Please return all lines from the records below that include the string "labels".
::::
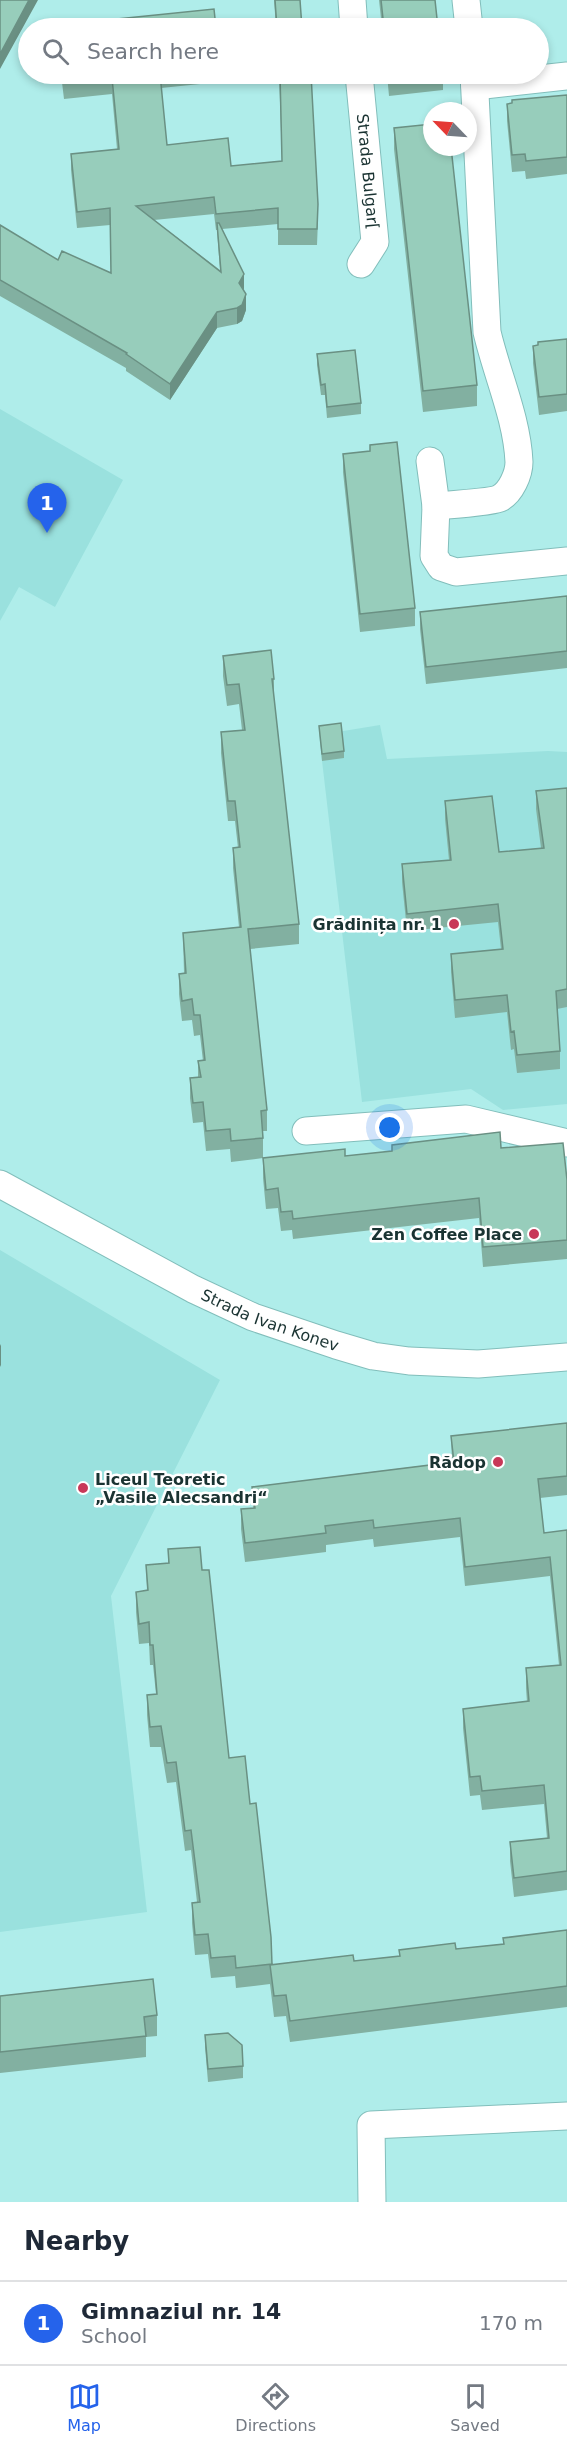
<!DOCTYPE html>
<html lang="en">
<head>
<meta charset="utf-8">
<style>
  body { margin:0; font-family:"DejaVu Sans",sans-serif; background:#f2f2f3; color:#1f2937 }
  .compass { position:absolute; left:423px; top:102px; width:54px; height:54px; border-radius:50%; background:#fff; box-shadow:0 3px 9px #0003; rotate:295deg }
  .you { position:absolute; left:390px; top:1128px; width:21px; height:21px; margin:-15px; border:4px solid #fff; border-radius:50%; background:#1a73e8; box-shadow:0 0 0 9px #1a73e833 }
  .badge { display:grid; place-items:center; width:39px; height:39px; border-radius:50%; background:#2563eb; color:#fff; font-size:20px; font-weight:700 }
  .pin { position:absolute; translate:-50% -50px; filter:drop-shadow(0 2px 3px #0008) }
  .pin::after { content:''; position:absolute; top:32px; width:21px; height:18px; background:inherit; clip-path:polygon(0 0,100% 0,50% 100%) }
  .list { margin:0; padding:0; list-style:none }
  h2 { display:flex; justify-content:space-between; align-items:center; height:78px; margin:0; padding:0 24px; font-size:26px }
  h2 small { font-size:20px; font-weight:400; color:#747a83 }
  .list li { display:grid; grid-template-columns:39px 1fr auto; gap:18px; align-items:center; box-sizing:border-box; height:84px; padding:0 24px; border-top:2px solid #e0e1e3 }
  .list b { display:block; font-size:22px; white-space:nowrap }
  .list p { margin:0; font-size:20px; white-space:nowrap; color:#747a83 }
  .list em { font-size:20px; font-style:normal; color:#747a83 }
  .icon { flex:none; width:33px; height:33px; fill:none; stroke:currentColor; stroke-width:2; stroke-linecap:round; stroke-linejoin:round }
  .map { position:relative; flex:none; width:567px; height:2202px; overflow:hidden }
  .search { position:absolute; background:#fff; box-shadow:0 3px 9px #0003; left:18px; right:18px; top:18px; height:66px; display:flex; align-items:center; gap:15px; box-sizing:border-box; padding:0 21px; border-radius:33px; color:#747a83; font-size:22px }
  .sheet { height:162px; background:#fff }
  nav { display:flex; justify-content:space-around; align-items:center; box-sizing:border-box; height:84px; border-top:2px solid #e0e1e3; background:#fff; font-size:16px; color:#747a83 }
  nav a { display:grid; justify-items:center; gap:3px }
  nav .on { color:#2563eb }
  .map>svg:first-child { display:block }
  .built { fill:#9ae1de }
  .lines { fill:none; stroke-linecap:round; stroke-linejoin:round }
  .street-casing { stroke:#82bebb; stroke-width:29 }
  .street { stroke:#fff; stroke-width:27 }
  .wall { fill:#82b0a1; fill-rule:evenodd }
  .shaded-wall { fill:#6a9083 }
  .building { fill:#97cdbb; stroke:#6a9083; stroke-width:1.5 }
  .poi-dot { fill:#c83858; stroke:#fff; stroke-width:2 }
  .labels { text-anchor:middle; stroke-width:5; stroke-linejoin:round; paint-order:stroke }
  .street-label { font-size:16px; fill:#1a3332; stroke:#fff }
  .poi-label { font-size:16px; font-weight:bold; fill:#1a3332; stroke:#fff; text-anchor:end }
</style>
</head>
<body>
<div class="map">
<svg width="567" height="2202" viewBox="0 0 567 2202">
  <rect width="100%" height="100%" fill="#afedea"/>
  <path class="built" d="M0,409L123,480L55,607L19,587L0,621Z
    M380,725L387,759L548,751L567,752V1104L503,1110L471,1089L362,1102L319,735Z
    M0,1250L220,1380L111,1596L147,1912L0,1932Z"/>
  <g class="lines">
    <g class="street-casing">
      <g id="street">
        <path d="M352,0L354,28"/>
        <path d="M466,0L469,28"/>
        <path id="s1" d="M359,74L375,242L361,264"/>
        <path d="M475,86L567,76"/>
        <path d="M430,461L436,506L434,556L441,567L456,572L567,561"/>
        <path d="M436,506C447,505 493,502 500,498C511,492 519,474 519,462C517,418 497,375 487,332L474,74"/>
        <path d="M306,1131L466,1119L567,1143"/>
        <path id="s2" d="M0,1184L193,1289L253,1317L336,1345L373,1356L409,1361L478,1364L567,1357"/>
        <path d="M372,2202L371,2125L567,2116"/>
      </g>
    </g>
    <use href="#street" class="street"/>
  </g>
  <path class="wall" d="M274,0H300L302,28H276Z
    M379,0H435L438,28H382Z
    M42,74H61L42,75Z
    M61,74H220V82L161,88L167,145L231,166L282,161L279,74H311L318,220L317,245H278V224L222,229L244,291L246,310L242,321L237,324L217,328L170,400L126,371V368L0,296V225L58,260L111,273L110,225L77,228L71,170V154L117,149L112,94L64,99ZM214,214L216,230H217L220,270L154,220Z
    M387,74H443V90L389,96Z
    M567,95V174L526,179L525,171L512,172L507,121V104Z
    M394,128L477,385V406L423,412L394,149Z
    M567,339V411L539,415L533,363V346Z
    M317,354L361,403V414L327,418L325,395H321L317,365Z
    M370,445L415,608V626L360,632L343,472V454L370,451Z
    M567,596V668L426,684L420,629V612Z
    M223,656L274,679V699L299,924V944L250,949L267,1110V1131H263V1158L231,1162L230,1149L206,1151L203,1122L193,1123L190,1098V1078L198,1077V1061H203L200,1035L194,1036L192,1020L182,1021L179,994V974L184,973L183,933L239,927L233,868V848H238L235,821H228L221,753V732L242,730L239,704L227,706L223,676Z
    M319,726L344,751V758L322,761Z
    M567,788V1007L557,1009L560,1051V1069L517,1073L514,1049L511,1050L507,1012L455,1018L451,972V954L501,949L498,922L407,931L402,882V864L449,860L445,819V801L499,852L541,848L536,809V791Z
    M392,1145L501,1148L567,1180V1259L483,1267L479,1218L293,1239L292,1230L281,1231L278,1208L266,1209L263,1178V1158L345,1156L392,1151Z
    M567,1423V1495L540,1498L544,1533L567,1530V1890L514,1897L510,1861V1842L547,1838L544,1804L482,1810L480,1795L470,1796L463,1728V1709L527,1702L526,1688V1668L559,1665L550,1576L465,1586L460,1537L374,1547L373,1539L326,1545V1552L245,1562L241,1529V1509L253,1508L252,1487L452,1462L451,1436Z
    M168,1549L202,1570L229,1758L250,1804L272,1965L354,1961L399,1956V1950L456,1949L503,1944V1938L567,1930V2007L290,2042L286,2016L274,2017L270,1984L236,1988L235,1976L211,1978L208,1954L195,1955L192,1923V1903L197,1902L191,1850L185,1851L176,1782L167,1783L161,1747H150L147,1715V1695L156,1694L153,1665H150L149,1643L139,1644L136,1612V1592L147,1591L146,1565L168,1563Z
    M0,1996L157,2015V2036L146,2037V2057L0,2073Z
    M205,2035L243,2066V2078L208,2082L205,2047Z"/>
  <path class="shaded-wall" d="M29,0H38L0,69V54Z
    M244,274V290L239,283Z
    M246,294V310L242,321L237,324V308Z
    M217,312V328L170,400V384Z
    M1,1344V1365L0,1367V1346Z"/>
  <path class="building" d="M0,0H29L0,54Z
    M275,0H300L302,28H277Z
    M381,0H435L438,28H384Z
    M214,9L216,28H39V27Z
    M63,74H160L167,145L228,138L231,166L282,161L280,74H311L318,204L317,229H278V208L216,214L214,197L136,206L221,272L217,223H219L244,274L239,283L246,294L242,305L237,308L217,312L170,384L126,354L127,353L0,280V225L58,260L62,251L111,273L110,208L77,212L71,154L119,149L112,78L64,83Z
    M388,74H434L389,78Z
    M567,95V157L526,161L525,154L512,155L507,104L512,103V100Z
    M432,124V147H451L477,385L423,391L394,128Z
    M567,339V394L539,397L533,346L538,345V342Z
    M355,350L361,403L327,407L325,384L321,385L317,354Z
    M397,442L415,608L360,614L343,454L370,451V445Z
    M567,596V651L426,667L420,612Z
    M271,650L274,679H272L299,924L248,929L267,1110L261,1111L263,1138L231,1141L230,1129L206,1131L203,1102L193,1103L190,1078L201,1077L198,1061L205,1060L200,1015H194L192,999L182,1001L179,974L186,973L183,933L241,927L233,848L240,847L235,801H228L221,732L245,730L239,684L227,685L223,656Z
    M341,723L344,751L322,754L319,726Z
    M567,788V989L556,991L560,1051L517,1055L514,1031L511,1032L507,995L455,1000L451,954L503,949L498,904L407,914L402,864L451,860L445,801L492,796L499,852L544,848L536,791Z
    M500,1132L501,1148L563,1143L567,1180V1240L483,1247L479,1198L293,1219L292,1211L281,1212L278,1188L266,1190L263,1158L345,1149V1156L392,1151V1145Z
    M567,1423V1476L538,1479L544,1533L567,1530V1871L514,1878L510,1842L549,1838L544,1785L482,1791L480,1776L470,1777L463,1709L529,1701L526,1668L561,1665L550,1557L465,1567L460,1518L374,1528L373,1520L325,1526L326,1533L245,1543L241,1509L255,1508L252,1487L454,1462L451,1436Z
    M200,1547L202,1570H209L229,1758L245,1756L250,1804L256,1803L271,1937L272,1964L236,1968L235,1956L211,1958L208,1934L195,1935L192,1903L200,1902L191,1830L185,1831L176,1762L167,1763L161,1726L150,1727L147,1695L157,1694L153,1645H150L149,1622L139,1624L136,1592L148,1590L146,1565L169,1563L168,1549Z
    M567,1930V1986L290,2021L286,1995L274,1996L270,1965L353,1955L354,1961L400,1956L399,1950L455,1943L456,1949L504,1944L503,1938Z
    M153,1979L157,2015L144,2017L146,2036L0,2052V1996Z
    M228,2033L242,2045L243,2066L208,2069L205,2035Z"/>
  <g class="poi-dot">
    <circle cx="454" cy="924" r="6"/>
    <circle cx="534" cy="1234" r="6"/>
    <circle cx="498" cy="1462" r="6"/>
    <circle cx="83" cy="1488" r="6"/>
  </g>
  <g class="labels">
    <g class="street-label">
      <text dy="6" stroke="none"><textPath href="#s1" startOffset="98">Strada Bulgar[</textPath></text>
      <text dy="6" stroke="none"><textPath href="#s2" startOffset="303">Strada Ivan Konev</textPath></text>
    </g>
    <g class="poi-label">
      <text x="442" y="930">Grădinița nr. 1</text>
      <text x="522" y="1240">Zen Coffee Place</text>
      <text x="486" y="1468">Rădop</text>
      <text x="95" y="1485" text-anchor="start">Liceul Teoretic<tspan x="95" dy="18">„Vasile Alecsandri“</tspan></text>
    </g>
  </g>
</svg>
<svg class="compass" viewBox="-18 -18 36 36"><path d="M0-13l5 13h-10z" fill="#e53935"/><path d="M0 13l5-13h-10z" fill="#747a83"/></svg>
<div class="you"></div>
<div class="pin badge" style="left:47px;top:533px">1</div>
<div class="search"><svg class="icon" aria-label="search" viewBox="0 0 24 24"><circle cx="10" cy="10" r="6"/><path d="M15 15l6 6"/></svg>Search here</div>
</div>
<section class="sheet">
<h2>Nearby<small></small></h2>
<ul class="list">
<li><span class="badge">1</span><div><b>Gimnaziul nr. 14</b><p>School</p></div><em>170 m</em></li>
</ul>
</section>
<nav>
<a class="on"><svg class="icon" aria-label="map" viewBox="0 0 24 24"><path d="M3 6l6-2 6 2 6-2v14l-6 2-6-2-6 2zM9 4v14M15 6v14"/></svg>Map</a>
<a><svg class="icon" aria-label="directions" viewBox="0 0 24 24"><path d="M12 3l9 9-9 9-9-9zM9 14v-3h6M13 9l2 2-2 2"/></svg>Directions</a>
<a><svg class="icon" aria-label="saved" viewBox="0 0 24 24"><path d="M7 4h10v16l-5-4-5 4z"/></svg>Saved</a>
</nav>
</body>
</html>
::::
* TASK ANSWER *
  .labels { text-anchor:middle; stroke-width:5; stroke-linejoin:round; paint-order:stroke }
  <g class="labels">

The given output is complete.